WORK REQUIRED:
Please return every line of the records that contains the word "list".

Top of EXERCISE INPUTS

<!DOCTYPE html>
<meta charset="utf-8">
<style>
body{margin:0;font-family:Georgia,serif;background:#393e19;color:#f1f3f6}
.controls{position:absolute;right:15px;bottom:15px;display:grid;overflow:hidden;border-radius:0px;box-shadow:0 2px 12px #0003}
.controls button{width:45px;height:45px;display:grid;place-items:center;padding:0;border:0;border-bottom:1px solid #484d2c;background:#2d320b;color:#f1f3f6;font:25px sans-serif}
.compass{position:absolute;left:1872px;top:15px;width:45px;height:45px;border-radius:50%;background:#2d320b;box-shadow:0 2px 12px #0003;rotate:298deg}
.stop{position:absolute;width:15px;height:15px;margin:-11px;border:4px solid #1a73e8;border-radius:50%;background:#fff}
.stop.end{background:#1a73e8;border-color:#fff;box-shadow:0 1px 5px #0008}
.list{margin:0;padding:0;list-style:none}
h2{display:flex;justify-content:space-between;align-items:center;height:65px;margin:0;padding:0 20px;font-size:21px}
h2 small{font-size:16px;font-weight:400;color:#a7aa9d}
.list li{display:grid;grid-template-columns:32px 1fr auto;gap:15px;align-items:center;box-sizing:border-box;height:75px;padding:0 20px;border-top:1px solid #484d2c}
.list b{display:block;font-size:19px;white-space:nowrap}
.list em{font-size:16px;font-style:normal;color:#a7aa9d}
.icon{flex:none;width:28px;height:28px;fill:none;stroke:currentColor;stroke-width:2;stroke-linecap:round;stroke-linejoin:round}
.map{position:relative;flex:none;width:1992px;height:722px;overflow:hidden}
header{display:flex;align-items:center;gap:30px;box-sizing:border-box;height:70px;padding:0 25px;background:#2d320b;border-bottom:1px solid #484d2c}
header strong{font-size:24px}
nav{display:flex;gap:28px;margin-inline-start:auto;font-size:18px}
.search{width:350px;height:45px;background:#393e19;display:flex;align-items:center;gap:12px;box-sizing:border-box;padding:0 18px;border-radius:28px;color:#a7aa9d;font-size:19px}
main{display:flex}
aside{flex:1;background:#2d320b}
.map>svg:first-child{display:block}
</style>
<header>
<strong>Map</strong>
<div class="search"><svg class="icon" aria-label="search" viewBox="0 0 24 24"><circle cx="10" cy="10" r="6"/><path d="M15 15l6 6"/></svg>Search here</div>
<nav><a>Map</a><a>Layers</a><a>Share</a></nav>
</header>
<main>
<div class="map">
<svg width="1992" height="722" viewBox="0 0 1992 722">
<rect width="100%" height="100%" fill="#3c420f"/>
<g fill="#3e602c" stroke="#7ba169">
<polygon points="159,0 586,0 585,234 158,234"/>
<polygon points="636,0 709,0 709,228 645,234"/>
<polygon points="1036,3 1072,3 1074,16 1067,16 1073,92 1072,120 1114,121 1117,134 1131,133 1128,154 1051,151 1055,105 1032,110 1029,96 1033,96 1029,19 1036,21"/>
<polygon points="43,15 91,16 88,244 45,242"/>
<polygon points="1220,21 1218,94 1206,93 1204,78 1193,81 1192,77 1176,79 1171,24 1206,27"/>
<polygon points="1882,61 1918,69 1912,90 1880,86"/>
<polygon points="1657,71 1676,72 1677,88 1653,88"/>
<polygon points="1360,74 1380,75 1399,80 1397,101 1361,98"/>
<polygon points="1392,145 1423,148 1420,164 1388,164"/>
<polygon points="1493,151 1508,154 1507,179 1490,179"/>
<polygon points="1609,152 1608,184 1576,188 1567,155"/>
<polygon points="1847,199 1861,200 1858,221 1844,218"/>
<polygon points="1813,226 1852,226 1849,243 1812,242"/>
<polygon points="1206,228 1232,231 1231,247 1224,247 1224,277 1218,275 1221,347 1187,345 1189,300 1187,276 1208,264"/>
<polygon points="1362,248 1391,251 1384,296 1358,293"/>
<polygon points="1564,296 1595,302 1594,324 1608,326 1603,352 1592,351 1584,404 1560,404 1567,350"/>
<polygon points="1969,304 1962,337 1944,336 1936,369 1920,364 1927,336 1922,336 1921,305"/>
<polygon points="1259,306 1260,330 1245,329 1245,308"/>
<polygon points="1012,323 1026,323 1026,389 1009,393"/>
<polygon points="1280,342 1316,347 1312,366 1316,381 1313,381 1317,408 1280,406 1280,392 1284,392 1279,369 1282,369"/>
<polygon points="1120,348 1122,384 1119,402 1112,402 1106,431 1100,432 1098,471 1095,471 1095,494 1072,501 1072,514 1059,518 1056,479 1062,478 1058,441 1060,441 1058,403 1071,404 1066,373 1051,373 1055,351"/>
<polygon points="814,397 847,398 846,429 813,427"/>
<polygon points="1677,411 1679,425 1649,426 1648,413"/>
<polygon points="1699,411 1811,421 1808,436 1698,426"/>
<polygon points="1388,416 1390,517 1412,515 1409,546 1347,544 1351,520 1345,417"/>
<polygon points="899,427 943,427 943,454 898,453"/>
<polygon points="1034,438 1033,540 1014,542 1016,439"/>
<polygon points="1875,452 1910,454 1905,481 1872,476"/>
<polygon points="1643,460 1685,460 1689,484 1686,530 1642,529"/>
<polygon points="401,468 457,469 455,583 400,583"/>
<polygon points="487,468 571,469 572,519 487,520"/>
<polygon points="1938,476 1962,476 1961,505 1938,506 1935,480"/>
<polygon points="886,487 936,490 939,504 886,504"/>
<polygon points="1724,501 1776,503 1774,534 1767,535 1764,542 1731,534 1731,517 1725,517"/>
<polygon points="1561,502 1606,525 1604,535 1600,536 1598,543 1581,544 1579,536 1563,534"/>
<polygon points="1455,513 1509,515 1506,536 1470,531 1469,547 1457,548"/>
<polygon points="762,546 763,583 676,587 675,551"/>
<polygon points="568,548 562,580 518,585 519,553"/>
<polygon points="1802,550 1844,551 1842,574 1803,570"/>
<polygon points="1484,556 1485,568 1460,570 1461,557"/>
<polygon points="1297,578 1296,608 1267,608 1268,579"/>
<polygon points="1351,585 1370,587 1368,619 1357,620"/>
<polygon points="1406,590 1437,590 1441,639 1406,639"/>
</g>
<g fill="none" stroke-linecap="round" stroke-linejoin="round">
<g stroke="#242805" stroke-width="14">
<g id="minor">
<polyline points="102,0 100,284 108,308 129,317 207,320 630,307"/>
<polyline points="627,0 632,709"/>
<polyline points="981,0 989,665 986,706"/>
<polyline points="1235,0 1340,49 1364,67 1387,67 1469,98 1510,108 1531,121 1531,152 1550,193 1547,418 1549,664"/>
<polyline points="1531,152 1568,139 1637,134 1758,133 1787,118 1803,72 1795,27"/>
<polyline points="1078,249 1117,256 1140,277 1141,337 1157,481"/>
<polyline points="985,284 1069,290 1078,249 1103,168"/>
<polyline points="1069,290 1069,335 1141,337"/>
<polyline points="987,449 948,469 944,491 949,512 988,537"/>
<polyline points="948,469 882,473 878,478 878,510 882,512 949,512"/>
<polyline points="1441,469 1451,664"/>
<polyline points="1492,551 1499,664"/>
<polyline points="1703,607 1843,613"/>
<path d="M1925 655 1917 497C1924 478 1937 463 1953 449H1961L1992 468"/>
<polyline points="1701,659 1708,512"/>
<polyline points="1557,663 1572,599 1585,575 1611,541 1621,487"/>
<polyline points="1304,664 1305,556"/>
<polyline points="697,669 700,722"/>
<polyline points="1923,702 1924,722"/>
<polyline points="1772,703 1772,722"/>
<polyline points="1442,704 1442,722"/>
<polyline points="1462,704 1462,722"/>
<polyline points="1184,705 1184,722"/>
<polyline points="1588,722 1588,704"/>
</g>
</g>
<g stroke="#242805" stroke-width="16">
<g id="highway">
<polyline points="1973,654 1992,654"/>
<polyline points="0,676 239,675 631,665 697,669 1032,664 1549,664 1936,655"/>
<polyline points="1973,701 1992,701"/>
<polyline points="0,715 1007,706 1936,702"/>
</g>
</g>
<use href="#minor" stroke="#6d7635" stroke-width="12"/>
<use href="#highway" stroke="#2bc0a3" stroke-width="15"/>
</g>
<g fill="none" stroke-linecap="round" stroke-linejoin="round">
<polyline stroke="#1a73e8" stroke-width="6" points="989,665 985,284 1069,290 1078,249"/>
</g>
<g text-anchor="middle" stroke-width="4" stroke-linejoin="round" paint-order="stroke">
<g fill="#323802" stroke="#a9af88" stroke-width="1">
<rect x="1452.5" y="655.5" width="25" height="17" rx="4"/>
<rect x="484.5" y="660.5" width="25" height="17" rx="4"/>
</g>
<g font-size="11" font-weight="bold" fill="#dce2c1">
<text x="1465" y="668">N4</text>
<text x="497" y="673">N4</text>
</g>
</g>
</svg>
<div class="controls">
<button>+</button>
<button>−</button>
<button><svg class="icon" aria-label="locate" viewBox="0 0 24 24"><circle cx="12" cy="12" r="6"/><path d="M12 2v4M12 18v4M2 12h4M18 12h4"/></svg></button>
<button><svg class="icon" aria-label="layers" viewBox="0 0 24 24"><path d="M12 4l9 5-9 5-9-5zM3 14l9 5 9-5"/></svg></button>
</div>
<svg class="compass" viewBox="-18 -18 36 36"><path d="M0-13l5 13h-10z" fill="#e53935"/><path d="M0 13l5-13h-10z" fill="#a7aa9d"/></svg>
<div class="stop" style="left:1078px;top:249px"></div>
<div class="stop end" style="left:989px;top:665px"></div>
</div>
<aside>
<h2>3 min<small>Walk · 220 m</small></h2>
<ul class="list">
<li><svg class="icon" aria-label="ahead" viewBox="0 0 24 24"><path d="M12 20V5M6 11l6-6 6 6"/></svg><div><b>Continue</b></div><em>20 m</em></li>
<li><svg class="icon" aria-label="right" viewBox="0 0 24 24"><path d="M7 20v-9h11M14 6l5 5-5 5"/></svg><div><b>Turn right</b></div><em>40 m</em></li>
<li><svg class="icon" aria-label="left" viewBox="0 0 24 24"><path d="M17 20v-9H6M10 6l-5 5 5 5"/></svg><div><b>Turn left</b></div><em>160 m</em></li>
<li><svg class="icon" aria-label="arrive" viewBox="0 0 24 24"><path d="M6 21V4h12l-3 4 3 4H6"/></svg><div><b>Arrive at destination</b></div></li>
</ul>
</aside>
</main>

Bottom of EXERCISE INPUTS

WRITTEN REPLY:
.list{margin:0;padding:0;list-style:none}
.list li{display:grid;grid-template-columns:32px 1fr auto;gap:15px;align-items:center;box-sizing:border-box;height:75px;padding:0 20px;border-top:1px solid #484d2c}
.list b{display:block;font-size:19px;white-space:nowrap}
.list em{font-size:16px;font-style:normal;color:#a7aa9d}
<ul class="list">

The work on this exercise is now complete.